◆ INPUT DATA ◆
::::::::::
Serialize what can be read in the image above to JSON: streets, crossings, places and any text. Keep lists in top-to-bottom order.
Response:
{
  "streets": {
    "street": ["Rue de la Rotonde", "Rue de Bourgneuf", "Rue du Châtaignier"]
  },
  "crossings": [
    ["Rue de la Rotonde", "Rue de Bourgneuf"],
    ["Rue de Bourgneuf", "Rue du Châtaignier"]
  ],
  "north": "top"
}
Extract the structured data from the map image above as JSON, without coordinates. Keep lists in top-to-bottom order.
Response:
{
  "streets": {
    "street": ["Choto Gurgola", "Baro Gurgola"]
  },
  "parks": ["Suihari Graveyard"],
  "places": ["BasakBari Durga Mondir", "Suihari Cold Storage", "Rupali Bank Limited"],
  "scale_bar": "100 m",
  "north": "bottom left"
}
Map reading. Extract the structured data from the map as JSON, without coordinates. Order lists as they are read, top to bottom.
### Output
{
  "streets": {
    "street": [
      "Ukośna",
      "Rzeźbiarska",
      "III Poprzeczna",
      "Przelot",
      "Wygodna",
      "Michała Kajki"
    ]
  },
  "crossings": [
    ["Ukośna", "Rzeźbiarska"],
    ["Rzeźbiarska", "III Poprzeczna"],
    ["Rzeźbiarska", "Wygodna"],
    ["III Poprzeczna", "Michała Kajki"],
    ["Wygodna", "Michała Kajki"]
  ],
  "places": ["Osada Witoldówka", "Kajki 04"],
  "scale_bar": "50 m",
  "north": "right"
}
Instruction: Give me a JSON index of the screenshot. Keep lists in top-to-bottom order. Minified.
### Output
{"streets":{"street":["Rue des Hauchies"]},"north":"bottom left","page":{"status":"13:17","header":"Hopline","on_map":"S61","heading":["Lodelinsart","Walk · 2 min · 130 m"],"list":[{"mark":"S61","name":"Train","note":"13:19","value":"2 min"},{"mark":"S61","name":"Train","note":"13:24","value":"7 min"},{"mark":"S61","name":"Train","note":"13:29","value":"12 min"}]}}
::::::::::
◆ EXERCISE ◆
Each line in the material either holds the string "lists" or does not. State how many do, and nothing else.

◆ YOUR SOLUTION ◆
4